Recorded data
=== Section Start ===

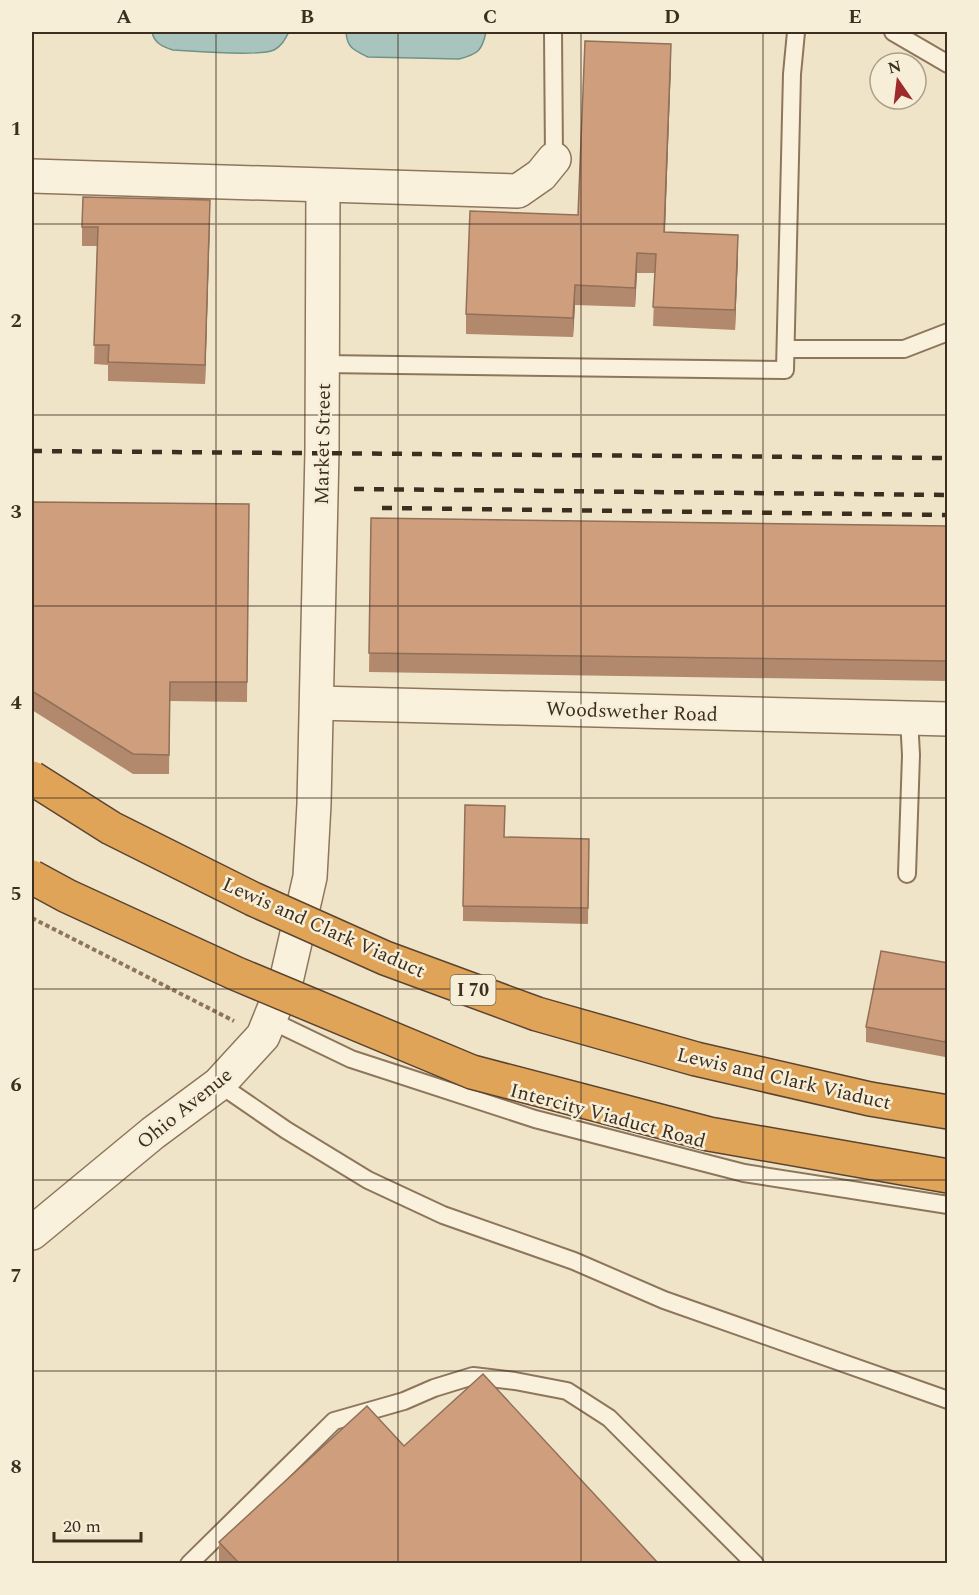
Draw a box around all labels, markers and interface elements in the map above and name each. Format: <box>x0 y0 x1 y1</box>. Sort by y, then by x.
text: A <box>116 2 132 32</box>
text: B <box>300 2 314 32</box>
text: C <box>483 2 497 32</box>
text: D <box>664 2 680 32</box>
text: E <box>848 2 862 32</box>
north arrow <box>868 51 928 111</box>
text: N <box>885 54 904 81</box>
text: 1 <box>10 114 22 144</box>
text: 2 <box>10 306 22 336</box>
street label: Market Street <box>307 383 339 505</box>
text: 3 <box>10 497 22 527</box>
text: 4 <box>10 688 22 718</box>
street label: Woodswether Road <box>545 694 718 730</box>
street label: Lewis and Clark Viaduct <box>217 870 430 986</box>
text: 5 <box>10 879 22 909</box>
road number: I 70 <box>450 975 496 1005</box>
street label: Lewis and Clark Viaduct <box>674 1040 894 1118</box>
street label: Ohio Avenue <box>130 1061 239 1157</box>
text: 6 <box>10 1070 22 1100</box>
street label: Intercity Viaduct Road <box>506 1075 709 1157</box>
text: 7 <box>10 1261 22 1291</box>
text: 8 <box>10 1452 22 1482</box>
scale bar <box>54 1505 141 1543</box>
text: 20 m <box>63 1513 101 1540</box>

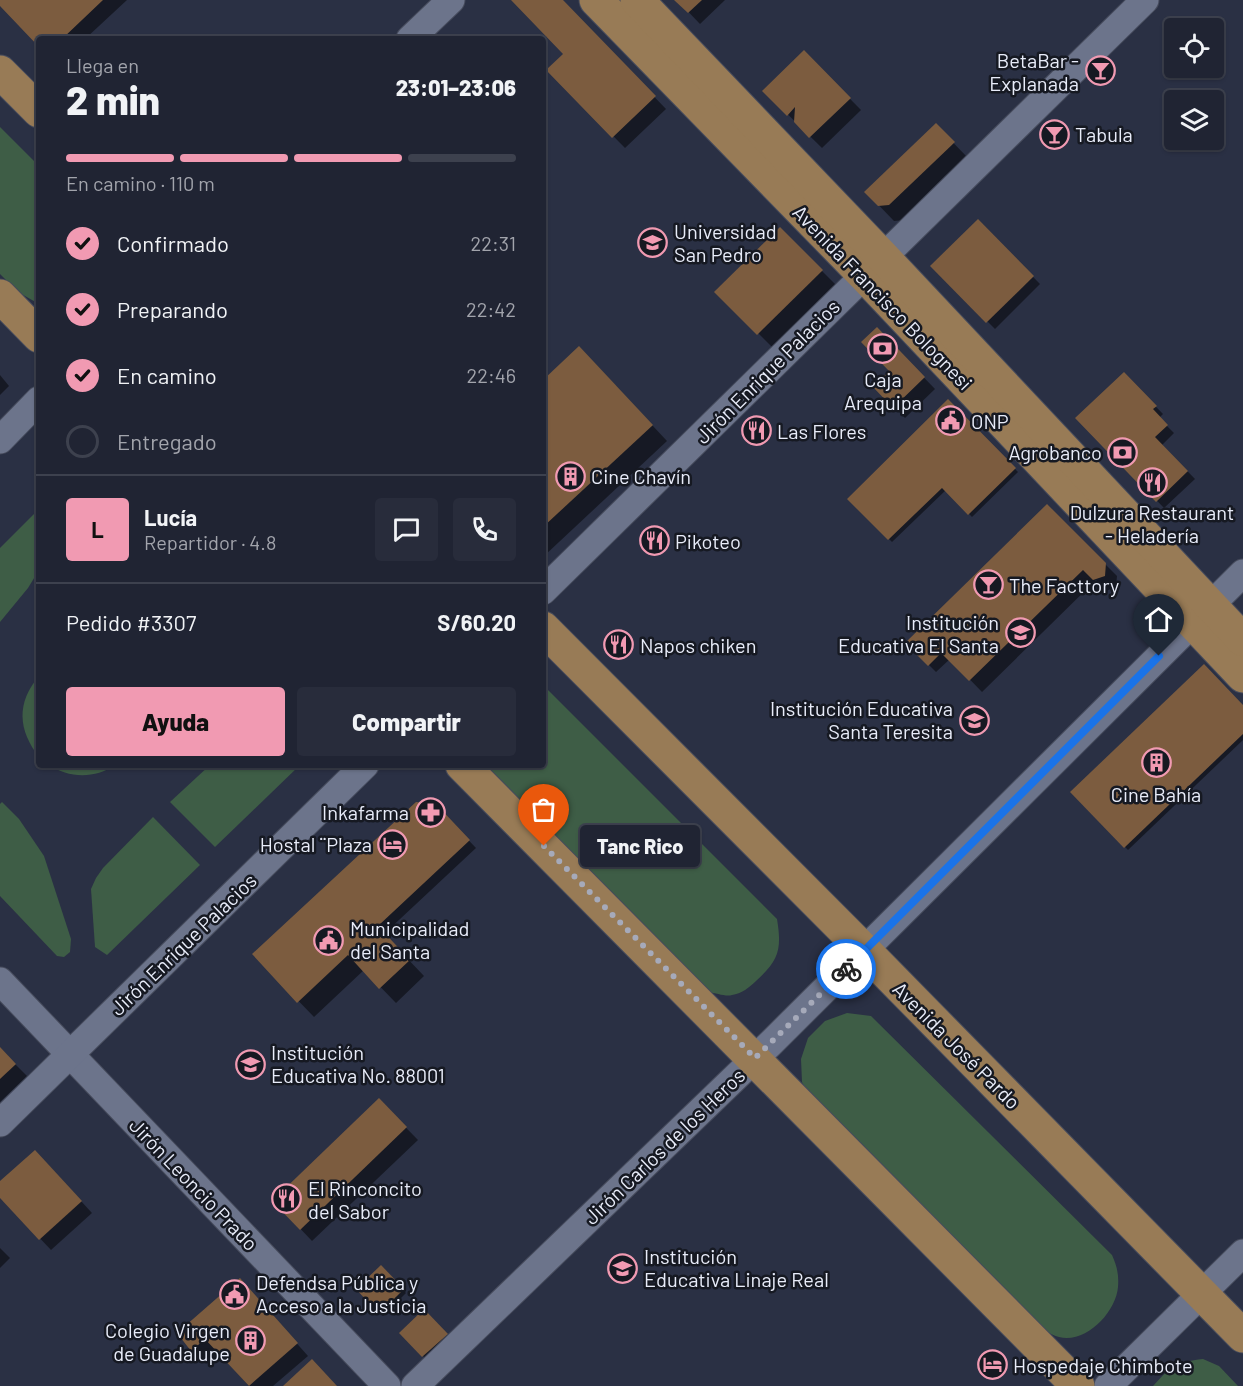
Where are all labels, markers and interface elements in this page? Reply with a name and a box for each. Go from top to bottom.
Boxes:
map controls [1164,18,1224,150]
button: locate [1164,18,1224,78]
place label: BetaBar - Explanada [989,48,1079,95]
text: Llega en [66,53,139,77]
bar icon: BetaBar - Explanada [1084,55,1116,87]
text: 23:01–23:06 [396,74,516,100]
text: 2 min [66,76,160,123]
button: layers [1164,90,1224,150]
bar icon: Tabula [1038,118,1070,150]
place label: Tabula [1075,122,1133,146]
text: En camino · 110 m [66,171,215,195]
street label: Avenida Francisco Bolognesi [788,200,978,394]
place label: Universidad San Pedro [674,219,777,266]
school or university icon: Universidad San Pedro [637,226,669,258]
icon: check [66,227,99,260]
text: Confirmado [117,230,229,256]
text: 22:31 [471,231,516,255]
icon: check [66,293,99,326]
street label: Jirón Enrique Palacios [690,294,844,448]
text: Preparando [117,296,228,322]
text: 22:42 [466,297,516,321]
bank icon: Caja Arequipa [867,333,899,365]
icon: check [66,359,99,392]
text: En camino [117,362,217,388]
text: 22:46 [466,363,516,387]
place label: Caja Arequipa [844,367,922,414]
public building icon: ONP [934,405,966,437]
place label: ONP [971,409,1009,433]
restaurant icon: Las Flores [740,415,772,447]
place label: Las Flores [777,419,866,443]
text: Entregado [117,428,217,454]
bank icon: Agrobanco [1107,436,1139,468]
place label: Agrobanco [1008,440,1102,464]
building icon: Cine Chavín [554,460,586,492]
place label: Cine Chavín [591,464,691,488]
restaurant icon: Dulzura Restaurant - Heladería [1136,466,1168,498]
button: chat [375,498,438,561]
button: phone [453,498,516,561]
place label: Dulzura Restaurant - Heladería [1070,500,1234,547]
text: Lucía [144,504,197,530]
text: L [91,516,104,542]
restaurant icon: Pikoteo [638,525,670,557]
place label: Pikoteo [675,529,741,553]
text: Repartidor · 4.8 [144,530,276,554]
bar icon: The Facttory [972,569,1004,601]
place label: The Facttory [1009,573,1119,597]
pin [1133,594,1184,656]
icon: home [1142,603,1175,636]
text: Pedido #3307 [66,609,196,635]
text: S/60.20 [437,609,516,635]
place label: Institución Educativa El Santa [838,610,999,657]
school or university icon: Institución Educativa El Santa [1004,617,1036,649]
restaurant icon: Napos chiken [603,629,635,661]
place label: Napos chiken [640,633,757,657]
button: Ayuda [66,687,285,756]
button: Compartir [297,687,516,756]
place label: Institución Educativa Santa Teresita [770,696,953,743]
school or university icon: Institución Educativa Santa Teresita [958,704,990,736]
building icon: Cine Bahía [1140,747,1172,779]
place label: Cine Bahía [1111,782,1201,806]
pin [518,784,569,846]
icon: bag [527,793,560,826]
pharmacy icon: Inkafarma [414,796,446,828]
place label: Inkafarma [322,800,409,824]
callout: Tanc Rico [580,825,700,867]
hotel icon: Hostal ¨Plaza [377,828,409,860]
place label: Hostal ¨Plaza [260,832,372,856]
text: Tanc Rico [597,834,683,858]
street label: Jirón Enrique Palacios [105,868,261,1020]
place label: Municipalidad del Santa [350,916,469,963]
public building icon: Municipalidad del Santa [313,924,345,956]
courier [816,939,876,999]
icon: bike [830,953,863,986]
street label: Avenida José Pardo [888,976,1026,1114]
place label: Institución Educativa No. 88001 [271,1040,445,1087]
school or university icon: Institución Educativa No. 88001 [234,1048,266,1080]
street label: Jirón Carlos de los Heros [579,1063,749,1229]
street label: Jirón Leoncio Prado [125,1113,263,1255]
place label: El Rinconcito del Sabor [308,1176,422,1223]
restaurant icon: El Rinconcito del Sabor [271,1183,303,1215]
place label: Institución Educativa Linaje Real [644,1244,829,1291]
school or university icon: Institución Educativa Linaje Real [607,1252,639,1284]
place label: Defendsa Pública y Acceso a la Justicia [256,1270,427,1317]
public building icon: Defendsa Pública y Acceso a la Justicia [219,1278,251,1310]
place label: Colegio Virgen de Guadalupe [105,1318,230,1365]
building icon: Colegio Virgen de Guadalupe [235,1325,267,1357]
hotel icon: Hospedaje Chimbote [976,1349,1008,1381]
place label: Hospedaje Chimbote [1013,1353,1193,1377]

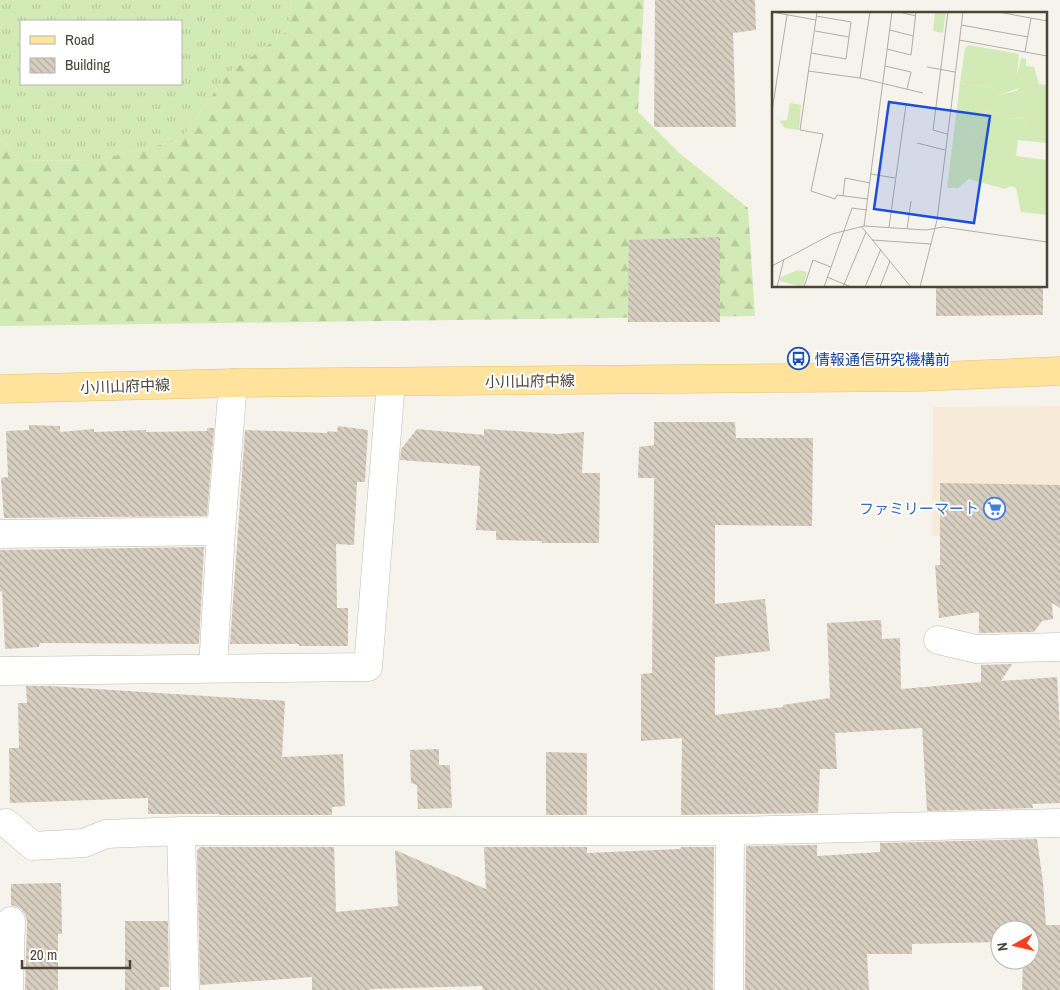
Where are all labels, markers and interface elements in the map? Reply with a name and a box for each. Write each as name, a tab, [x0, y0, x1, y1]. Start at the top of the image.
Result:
inset map	[772, 12, 1048, 288]
legend	[20, 20, 182, 85]
text: Road	[65, 29, 94, 50]
text: Building	[65, 54, 110, 75]
bus stop icon: 情報通信研究機構前	[787, 347, 811, 371]
place label: 情報通信研究機構前	[815, 349, 950, 370]
street label: 小川山府中線	[485, 370, 575, 392]
street label: 小川山府中線	[80, 374, 170, 398]
supermarket icon: ファミリーマート	[983, 496, 1007, 520]
place label: ファミリーマート	[859, 498, 979, 519]
north arrow	[990, 920, 1040, 970]
scale bar	[22, 938, 130, 970]
text: N	[993, 941, 1012, 952]
text: 20 m	[30, 944, 57, 965]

=== Section End ===

## [EXERCISE GOAL]
The answer must be every line from the records above that contains "Pública".

## [REPLY]
place label: Defendsa Pública y Acceso a la Justicia [256,1270,427,1317]
public building icon: Defendsa Pública y Acceso a la Justicia [219,1278,251,1310]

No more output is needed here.